## What is needed:
Up to and including the line with "filter:drop-shadow(2px 0 #303f58)", restate every line of the records below word for word, from the first line on, leaving out the pictures.

Records contained in a dataset:
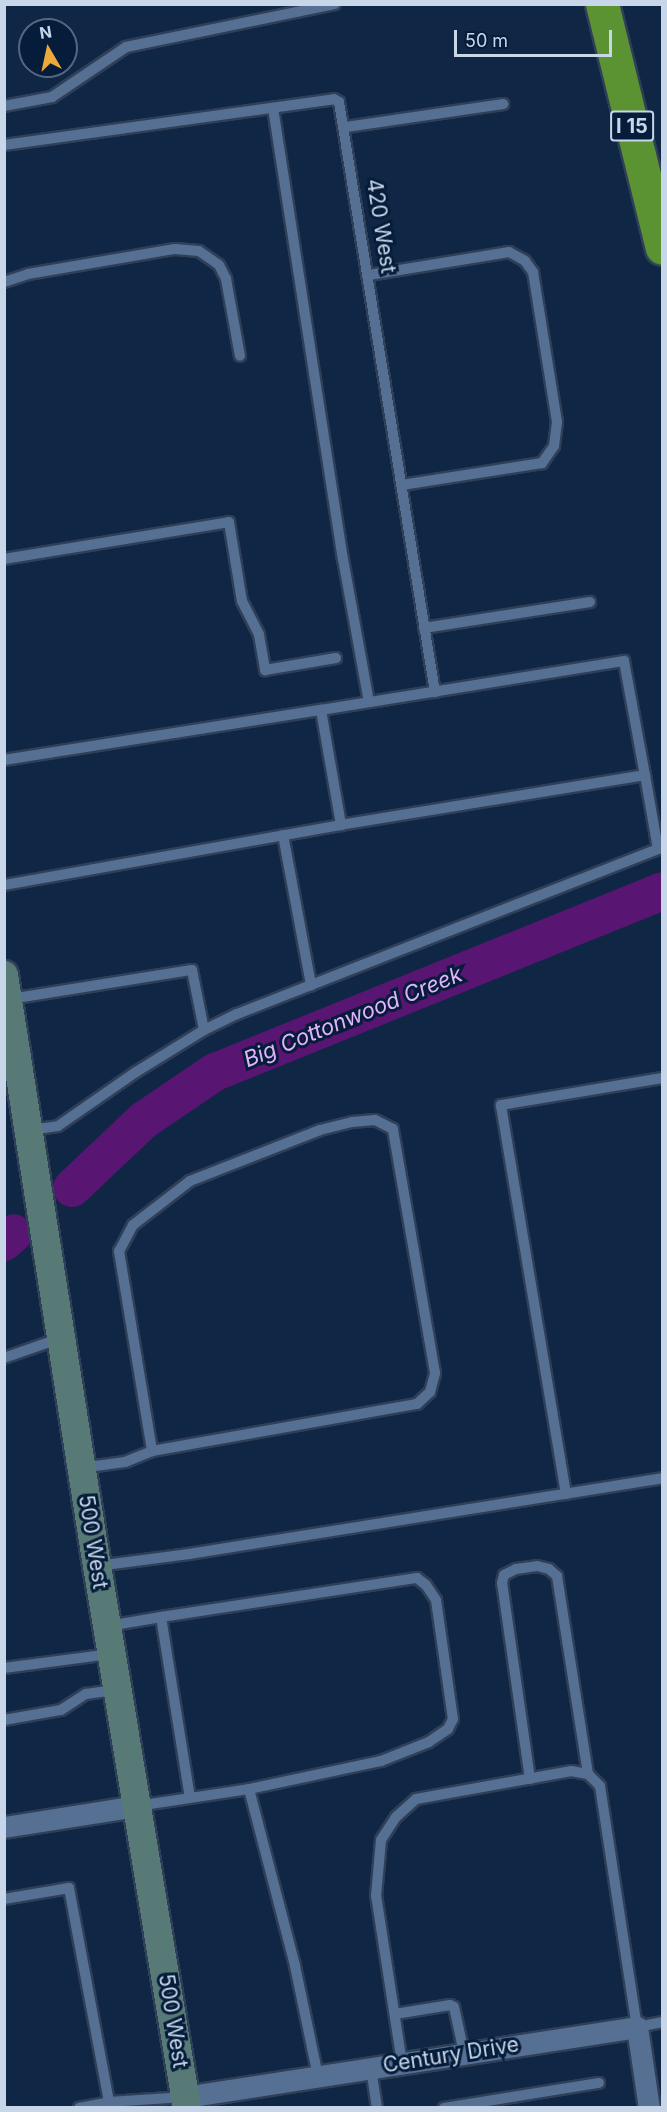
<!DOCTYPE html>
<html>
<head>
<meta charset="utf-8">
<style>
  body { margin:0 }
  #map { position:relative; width:667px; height:2112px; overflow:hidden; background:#0f2745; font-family:Inter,sans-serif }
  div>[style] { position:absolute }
  .river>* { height:38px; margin:-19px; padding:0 19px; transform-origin:19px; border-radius:19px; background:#581571 }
  .roads { filter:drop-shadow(2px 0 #303f58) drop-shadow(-2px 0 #303f58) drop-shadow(0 2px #303f58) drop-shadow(0 -2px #303f58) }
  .service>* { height:10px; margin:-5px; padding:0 5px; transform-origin:5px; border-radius:5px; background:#557093 }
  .minor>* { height:21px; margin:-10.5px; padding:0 10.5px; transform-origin:10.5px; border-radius:10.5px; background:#557093 }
  .secondary>* { height:28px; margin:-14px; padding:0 14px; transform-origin:14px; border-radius:14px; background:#577a76 }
  .motorway>* { height:33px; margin:-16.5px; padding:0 16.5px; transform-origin:16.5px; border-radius:16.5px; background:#5b9333 }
  span { translate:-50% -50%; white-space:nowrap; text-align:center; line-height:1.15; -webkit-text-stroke:6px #051d3a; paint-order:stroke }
  .shield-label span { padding:2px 4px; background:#051d3a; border:2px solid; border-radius:4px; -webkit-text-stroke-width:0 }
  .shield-label { font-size:20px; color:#c7d6e9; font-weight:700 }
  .street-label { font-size:21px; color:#c7d6e9 }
  .water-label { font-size:22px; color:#e3b3fa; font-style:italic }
  .frame { position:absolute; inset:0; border:6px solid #c7d6e9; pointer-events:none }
  .north { position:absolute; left:18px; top:18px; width:60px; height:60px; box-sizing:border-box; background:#051d3a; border:2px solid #536780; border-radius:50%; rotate:351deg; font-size:16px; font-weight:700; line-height:24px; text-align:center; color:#c7d6e9 }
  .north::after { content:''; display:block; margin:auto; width:21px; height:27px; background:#eda83b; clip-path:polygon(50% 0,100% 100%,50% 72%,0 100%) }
  .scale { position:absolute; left:454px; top:30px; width:158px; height:27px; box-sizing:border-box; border:3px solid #c7d6e9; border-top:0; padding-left:8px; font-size:18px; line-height:21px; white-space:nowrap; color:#c7d6e9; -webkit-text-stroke:4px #051d3a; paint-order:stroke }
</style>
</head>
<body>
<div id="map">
  <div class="river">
    <div style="left:72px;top:1188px;width:99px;rotate:-43.4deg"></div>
    <div style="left:144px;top:1120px;width:86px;rotate:-34.1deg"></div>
    <div style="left:215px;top:1072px;width:482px;rotate:-22deg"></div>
    <div style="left:4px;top:1242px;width:13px;rotate:-42deg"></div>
  </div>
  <div class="roads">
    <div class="service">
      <div style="left:4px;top:106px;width:49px;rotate:-10.6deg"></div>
      <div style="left:52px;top:97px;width:89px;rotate:-34deg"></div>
      <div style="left:126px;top:47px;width:213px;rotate:-11.6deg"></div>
      <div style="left:273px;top:108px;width:456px;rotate:81.2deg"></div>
      <div style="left:343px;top:559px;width:145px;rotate:79.7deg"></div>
      <div style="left:346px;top:127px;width:159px;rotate:-8.3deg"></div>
      <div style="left:4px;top:145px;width:333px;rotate:-7.9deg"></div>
      <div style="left:334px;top:99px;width:6px;rotate:31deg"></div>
      <div style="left:339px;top:102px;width:598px;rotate:80.76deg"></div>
      <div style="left:369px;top:275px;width:142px;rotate:-9.3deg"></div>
      <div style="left:509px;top:252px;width:18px;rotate:29deg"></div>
      <div style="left:525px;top:261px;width:14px;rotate:54deg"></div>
      <div style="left:533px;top:272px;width:152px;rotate:80.9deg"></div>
      <div style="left:557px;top:422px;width:24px;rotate:97deg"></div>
      <div style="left:554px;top:446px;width:21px;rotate:125deg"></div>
      <div style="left:542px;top:463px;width:142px;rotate:171.1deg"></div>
      <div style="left:4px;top:282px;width:25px;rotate:-18deg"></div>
      <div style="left:28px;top:274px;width:149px;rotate:-9.7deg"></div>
      <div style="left:175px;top:249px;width:24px;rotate:5deg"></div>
      <div style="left:199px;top:251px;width:24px;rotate:35deg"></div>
      <div style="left:219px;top:265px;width:16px;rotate:63deg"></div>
      <div style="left:226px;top:279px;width:78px;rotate:79.7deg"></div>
      <div style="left:4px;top:559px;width:228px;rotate:-9.3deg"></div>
      <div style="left:229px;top:522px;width:80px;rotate:80.7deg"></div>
      <div style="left:242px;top:601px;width:38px;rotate:63deg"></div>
      <div style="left:259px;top:635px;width:36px;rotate:80deg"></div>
      <div style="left:265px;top:670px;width:72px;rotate:-9.6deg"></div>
      <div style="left:424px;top:628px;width:168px;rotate:-8.9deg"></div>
      <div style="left:321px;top:710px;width:307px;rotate:-9.2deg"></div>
      <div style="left:624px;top:661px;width:116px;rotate:79.6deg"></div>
      <div style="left:645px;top:775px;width:308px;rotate:170.7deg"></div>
      <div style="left:4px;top:760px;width:321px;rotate:-9deg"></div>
      <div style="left:321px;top:710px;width:117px;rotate:80.1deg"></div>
      <div style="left:341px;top:825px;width:342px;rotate:169.9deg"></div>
      <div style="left:283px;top:835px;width:153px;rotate:79.4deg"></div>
      <div style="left:10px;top:999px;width:184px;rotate:-9.1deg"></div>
      <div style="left:192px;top:970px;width:61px;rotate:78.7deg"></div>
      <div style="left:30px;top:1130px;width:28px;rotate:-8deg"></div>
      <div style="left:58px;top:1126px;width:95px;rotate:-34.7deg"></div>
      <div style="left:136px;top:1072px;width:80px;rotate:-31.7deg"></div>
      <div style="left:204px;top:1030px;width:37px;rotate:-26deg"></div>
      <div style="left:237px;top:1014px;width:452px;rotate:-21.4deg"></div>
      <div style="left:658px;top:849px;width:75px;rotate:-100deg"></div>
      <div style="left:4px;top:1358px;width:60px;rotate:-19.3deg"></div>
      <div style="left:81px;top:1468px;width:44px;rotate:-7.8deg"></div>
      <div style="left:125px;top:1462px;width:29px;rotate:-22deg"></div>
      <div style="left:152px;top:1451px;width:269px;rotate:-10.1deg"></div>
      <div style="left:417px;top:1404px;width:18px;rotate:-43deg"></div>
      <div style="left:430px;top:1392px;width:20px;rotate:-75deg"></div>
      <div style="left:435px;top:1373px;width:248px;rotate:-99.8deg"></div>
      <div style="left:393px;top:1129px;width:20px;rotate:-153deg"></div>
      <div style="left:375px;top:1120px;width:23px;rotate:175deg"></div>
      <div style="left:352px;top:1122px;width:33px;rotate:166deg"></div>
      <div style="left:320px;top:1130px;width:140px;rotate:158.6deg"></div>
      <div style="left:190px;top:1181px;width:72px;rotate:142.3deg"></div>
      <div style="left:133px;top:1225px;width:30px;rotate:118deg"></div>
      <div style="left:119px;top:1251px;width:203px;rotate:80.6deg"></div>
      <div style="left:566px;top:1494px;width:394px;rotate:-99.5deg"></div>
      <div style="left:501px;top:1105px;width:163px;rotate:-9.5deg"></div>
      <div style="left:97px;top:1566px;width:93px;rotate:-7.4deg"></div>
      <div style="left:189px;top:1554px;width:479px;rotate:-9.1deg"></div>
      <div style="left:161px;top:1617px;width:259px;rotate:-8.7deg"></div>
      <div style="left:417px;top:1578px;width:11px;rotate:38deg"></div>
      <div style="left:426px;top:1585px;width:18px;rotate:56deg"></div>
      <div style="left:436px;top:1600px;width:120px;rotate:81.9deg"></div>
      <div style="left:453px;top:1719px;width:11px;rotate:117deg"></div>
      <div style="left:448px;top:1729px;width:23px;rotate:146deg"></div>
      <div style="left:429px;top:1742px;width:52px;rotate:158.4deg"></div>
      <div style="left:381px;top:1761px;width:135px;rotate:168deg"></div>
      <div style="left:108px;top:1626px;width:54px;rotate:-9.6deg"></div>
      <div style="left:161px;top:1617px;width:183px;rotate:80.9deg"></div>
      <div style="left:4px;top:1668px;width:108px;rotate:-7.5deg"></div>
      <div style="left:4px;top:1720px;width:58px;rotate:-10deg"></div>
      <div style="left:61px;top:1710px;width:30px;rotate:-33deg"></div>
      <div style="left:86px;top:1694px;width:30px;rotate:-8deg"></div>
      <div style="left:530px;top:1779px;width:198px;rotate:-98.1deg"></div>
      <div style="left:502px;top:1583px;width:8px;rotate:-76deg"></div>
      <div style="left:504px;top:1575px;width:13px;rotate:-27deg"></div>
      <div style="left:516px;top:1569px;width:21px;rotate:-8deg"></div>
      <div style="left:537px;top:1566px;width:12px;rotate:14deg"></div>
      <div style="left:549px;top:1569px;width:11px;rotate:41deg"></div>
      <div style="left:557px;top:1576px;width:200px;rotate:81.1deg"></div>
      <div style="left:137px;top:1806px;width:113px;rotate:-8.6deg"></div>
      <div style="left:249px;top:1789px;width:183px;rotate:75.4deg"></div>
      <div style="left:295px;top:1966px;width:112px;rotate:78.2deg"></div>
      <div style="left:4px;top:1899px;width:66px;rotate:-9.6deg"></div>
      <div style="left:69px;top:1888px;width:218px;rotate:79.4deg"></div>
      <div style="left:109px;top:2102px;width:76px;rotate:-3.8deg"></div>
      <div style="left:395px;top:2014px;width:56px;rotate:-9.3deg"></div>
      <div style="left:450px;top:2005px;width:4px;rotate:27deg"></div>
      <div style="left:454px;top:2007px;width:47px;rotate:77.7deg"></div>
      <div style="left:402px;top:2063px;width:169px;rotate:-98.8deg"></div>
      <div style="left:376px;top:1896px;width:56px;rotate:-84.9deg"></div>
      <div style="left:381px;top:1840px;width:27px;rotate:-57deg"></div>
      <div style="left:396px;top:1817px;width:27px;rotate:-42deg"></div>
      <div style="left:416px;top:1799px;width:158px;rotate:-10.2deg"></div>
      <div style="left:571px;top:1771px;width:17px;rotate:10deg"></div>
      <div style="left:588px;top:1774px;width:17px;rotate:45deg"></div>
      <div style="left:600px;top:1786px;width:244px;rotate:81.3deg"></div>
      <div style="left:637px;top:2027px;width:25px;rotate:-11deg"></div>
      <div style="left:371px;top:2068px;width:40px;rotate:81.5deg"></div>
      <div style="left:79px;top:2108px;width:31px;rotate:-11deg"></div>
      <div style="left:444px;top:2108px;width:157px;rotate:-9.2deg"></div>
    </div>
    <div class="minor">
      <div style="left:4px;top:1827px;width:135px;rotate:-9deg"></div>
      <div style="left:185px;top:2097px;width:457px;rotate:-8.8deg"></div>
      <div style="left:637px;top:2027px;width:82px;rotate:81.6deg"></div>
    </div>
    <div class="secondary">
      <div style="left:4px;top:975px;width:598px;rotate:81.06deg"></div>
      <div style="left:97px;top:1566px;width:549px;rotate:80.57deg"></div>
    </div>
    <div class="motorway">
      <div style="left:602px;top:4px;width:251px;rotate:76.2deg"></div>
    </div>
  </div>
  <div class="shield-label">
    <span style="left:632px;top:126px">I 15</span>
  </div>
  <div class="street-label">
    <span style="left:381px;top:226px;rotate:81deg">420 West</span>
    <span style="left:93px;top:1542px;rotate:81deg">500 West</span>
    <span style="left:173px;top:2021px;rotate:81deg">500 West</span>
    <span style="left:451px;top:2055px;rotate:-9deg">Century Drive</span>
  </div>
  <div class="water-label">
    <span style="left:353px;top:1017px;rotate:-22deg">Big Cottonwood Creek</span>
  </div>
  <div class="frame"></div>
  <div class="north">N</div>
  <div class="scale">50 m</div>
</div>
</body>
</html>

## Answer to this task:
<!DOCTYPE html>
<html>
<head>
<meta charset="utf-8">
<style>
  body { margin:0 }
  #map { position:relative; width:667px; height:2112px; overflow:hidden; background:#0f2745; font-family:Inter,sans-serif }
  div>[style] { position:absolute }
  .river>* { height:38px; margin:-19px; padding:0 19px; transform-origin:19px; border-radius:19px; background:#581571 }
  .roads { filter:drop-shadow(2px 0 #303f58) drop-shadow(-2px 0 #303f58) drop-shadow(0 2px #303f58) drop-shadow(0 -2px #303f58) }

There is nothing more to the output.